Stored data entries:
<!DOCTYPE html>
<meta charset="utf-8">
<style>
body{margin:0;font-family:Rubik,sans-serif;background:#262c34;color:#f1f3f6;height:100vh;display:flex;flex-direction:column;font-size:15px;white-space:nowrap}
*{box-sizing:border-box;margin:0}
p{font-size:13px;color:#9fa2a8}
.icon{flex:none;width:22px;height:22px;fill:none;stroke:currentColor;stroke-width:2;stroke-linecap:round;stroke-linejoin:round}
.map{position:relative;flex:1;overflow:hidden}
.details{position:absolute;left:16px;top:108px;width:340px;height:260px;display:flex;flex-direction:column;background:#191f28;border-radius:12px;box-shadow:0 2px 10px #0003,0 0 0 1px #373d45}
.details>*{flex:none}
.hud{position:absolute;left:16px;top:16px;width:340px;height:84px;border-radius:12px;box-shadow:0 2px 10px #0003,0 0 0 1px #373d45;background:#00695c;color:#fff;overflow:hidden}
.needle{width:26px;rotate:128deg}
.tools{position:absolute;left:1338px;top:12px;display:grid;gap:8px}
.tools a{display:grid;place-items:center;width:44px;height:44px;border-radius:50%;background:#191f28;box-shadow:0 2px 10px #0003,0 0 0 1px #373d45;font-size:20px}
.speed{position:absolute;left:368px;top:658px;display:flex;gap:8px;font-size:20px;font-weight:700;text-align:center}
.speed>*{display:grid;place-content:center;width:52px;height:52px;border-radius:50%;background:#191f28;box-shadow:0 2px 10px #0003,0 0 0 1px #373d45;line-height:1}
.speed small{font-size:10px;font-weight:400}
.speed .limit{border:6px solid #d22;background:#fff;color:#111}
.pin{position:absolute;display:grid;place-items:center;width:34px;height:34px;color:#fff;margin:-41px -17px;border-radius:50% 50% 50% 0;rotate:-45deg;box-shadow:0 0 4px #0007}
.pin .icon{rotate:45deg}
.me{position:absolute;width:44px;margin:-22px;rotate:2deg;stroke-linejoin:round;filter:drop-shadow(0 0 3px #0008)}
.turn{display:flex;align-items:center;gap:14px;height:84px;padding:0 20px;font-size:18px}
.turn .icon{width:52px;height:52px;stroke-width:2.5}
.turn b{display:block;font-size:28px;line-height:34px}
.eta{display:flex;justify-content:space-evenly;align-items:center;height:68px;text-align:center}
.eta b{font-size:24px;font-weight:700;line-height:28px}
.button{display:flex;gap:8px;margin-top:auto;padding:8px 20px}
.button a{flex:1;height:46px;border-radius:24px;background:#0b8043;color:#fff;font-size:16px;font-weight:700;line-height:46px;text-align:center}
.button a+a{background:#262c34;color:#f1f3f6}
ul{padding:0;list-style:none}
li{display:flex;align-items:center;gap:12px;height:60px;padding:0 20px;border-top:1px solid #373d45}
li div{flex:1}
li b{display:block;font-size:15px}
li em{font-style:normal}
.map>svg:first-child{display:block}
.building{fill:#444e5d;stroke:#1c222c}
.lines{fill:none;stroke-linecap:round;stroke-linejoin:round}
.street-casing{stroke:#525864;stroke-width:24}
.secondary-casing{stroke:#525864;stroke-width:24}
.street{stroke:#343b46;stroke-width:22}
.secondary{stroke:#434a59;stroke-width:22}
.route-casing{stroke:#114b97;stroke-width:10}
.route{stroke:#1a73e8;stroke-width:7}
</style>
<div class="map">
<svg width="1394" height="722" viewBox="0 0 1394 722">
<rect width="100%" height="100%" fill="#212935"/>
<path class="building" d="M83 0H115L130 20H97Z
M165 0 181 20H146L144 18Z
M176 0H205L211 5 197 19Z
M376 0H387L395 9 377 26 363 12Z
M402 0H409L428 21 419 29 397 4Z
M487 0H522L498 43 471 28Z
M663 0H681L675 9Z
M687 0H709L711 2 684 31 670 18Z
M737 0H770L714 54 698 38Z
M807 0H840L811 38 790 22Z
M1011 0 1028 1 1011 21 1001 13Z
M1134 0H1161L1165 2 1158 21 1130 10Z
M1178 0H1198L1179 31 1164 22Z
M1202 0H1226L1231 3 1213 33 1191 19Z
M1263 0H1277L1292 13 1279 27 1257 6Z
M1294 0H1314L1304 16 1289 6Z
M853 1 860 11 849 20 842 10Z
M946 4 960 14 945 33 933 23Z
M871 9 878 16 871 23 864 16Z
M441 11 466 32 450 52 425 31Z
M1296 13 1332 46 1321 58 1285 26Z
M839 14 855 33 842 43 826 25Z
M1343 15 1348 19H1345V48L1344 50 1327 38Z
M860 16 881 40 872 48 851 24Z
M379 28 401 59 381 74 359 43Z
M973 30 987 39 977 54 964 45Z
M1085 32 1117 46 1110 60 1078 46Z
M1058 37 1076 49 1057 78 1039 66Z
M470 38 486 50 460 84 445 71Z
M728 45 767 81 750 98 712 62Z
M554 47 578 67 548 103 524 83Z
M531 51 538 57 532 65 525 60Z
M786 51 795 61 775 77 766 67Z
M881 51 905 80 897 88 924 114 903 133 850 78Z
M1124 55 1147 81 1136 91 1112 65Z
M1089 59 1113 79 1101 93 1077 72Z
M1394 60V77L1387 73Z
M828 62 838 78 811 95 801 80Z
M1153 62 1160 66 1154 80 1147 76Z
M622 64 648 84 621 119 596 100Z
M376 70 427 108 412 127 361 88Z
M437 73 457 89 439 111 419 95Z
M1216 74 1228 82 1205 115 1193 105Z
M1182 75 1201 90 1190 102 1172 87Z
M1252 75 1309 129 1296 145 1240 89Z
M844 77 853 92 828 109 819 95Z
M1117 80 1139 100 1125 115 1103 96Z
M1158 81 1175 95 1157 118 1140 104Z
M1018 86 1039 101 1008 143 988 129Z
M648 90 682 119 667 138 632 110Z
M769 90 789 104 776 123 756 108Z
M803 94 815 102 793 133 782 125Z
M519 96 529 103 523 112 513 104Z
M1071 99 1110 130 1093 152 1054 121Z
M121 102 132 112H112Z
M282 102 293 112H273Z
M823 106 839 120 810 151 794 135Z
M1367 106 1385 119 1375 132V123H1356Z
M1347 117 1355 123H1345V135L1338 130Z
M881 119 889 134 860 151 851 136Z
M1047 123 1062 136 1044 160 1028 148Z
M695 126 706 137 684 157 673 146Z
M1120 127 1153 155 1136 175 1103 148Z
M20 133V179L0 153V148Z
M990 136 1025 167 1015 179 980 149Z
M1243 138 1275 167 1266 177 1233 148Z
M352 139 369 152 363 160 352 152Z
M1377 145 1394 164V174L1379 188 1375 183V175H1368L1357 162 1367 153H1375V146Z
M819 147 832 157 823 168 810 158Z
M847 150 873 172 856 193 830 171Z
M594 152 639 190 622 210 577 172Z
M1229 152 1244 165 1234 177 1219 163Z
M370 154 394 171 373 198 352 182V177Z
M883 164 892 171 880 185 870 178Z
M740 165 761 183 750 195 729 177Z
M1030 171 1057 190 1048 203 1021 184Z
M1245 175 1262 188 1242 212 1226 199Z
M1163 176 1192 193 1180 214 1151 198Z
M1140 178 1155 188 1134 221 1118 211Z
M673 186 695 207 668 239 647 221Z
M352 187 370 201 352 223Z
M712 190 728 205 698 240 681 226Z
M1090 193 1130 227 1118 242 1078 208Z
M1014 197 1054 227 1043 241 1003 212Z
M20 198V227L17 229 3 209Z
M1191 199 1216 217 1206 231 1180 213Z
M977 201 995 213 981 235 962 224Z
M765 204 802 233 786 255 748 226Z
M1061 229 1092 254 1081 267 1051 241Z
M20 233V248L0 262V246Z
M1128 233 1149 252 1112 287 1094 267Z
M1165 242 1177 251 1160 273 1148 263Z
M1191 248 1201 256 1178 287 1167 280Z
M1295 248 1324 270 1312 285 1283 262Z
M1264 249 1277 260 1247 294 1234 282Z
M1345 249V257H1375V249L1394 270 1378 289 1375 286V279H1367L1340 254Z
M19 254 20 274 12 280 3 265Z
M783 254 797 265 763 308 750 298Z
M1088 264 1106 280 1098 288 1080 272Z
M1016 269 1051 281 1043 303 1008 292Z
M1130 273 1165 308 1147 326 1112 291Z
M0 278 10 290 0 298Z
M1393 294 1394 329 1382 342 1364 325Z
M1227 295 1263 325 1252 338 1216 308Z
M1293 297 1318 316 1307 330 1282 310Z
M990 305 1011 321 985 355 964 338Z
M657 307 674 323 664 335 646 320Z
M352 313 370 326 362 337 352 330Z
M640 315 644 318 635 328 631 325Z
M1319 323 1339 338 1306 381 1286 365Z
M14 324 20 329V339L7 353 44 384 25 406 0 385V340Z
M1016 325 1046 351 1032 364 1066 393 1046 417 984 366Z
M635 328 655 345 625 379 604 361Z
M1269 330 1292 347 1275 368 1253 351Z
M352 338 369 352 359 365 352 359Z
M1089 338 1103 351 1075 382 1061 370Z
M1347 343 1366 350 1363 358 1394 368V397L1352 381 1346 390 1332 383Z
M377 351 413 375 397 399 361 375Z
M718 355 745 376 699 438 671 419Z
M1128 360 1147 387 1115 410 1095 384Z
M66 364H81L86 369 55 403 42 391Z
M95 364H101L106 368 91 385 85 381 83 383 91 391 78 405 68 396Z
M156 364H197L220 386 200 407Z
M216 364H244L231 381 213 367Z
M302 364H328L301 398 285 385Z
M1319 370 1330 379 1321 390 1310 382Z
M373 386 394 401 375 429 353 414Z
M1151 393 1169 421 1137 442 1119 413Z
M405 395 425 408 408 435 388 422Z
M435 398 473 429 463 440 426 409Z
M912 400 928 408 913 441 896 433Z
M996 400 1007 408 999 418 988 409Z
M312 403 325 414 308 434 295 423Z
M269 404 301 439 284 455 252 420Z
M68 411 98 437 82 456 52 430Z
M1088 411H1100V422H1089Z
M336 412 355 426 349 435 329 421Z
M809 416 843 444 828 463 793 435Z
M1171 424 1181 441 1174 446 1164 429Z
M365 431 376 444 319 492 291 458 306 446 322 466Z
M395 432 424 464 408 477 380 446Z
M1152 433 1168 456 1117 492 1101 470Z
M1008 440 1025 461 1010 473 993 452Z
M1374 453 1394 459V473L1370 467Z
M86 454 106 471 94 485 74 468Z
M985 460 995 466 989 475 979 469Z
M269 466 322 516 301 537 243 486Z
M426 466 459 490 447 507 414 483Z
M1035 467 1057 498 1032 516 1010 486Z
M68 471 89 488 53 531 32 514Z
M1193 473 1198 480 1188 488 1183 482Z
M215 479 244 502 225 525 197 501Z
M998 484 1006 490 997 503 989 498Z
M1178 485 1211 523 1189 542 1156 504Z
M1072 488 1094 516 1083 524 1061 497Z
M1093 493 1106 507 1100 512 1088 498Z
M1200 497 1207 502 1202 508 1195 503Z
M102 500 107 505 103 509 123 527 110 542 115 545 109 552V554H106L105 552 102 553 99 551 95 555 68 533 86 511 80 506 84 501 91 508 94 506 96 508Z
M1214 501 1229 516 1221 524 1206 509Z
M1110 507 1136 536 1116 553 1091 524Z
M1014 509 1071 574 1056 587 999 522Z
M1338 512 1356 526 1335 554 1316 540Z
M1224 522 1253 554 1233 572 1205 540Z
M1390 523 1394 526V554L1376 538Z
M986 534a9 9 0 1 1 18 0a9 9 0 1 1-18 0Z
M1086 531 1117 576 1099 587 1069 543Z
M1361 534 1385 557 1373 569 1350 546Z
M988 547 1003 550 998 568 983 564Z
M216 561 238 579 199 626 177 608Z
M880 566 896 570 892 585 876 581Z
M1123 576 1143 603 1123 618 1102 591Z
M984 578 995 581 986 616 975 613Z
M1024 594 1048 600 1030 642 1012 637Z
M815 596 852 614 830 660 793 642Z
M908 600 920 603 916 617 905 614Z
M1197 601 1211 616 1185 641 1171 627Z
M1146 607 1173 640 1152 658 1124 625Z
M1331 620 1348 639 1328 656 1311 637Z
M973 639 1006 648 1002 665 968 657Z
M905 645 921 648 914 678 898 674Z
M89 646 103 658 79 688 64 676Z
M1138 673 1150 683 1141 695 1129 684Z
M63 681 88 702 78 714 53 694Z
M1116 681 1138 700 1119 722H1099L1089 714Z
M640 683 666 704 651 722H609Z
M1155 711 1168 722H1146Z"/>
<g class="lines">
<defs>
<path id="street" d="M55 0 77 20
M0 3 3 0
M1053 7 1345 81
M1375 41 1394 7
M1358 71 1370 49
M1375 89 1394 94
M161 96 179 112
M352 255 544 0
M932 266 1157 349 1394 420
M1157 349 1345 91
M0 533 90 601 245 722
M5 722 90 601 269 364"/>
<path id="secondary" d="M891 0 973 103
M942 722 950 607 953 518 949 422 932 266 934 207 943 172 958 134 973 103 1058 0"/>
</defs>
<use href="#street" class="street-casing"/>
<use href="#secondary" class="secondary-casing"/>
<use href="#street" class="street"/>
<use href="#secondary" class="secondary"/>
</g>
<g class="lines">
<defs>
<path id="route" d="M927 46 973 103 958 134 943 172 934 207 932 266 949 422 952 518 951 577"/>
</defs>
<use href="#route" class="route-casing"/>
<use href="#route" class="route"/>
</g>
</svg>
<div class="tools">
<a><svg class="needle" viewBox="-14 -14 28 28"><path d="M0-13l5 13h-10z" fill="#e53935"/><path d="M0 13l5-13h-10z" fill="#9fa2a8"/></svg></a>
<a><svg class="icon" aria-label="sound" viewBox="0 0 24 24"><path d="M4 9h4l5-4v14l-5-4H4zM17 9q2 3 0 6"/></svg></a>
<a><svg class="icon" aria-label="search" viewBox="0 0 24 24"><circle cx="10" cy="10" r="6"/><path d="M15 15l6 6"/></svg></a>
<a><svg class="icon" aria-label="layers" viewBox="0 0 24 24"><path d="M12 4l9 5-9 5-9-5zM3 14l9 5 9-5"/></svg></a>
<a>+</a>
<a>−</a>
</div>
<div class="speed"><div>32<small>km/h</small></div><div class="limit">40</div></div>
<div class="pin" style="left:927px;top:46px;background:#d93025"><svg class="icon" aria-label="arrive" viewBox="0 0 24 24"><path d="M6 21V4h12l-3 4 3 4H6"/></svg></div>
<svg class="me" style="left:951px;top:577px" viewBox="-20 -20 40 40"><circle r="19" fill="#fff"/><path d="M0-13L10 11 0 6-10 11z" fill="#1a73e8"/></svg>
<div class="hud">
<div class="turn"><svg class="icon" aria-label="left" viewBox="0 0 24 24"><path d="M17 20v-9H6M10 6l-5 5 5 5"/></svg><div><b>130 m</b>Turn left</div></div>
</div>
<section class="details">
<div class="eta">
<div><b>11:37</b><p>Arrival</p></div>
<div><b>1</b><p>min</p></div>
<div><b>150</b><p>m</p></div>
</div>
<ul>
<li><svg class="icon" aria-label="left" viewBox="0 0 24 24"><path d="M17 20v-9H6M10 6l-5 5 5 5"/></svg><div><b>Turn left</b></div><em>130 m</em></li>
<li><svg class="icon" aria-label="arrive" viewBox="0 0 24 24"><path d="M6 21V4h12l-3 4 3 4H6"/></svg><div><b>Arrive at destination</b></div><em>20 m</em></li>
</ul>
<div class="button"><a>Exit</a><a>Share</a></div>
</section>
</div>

Exercise —
Among the records, find every line holding the word "content" and copy it.

Exercise result —
.speed>*{display:grid;place-content:center;width:52px;height:52px;border-radius:50%;background:#191f28;box-shadow:0 2px 10px #0003,0 0 0 1px #373d45;line-height:1}
.eta{display:flex;justify-content:space-evenly;align-items:center;height:68px;text-align:center}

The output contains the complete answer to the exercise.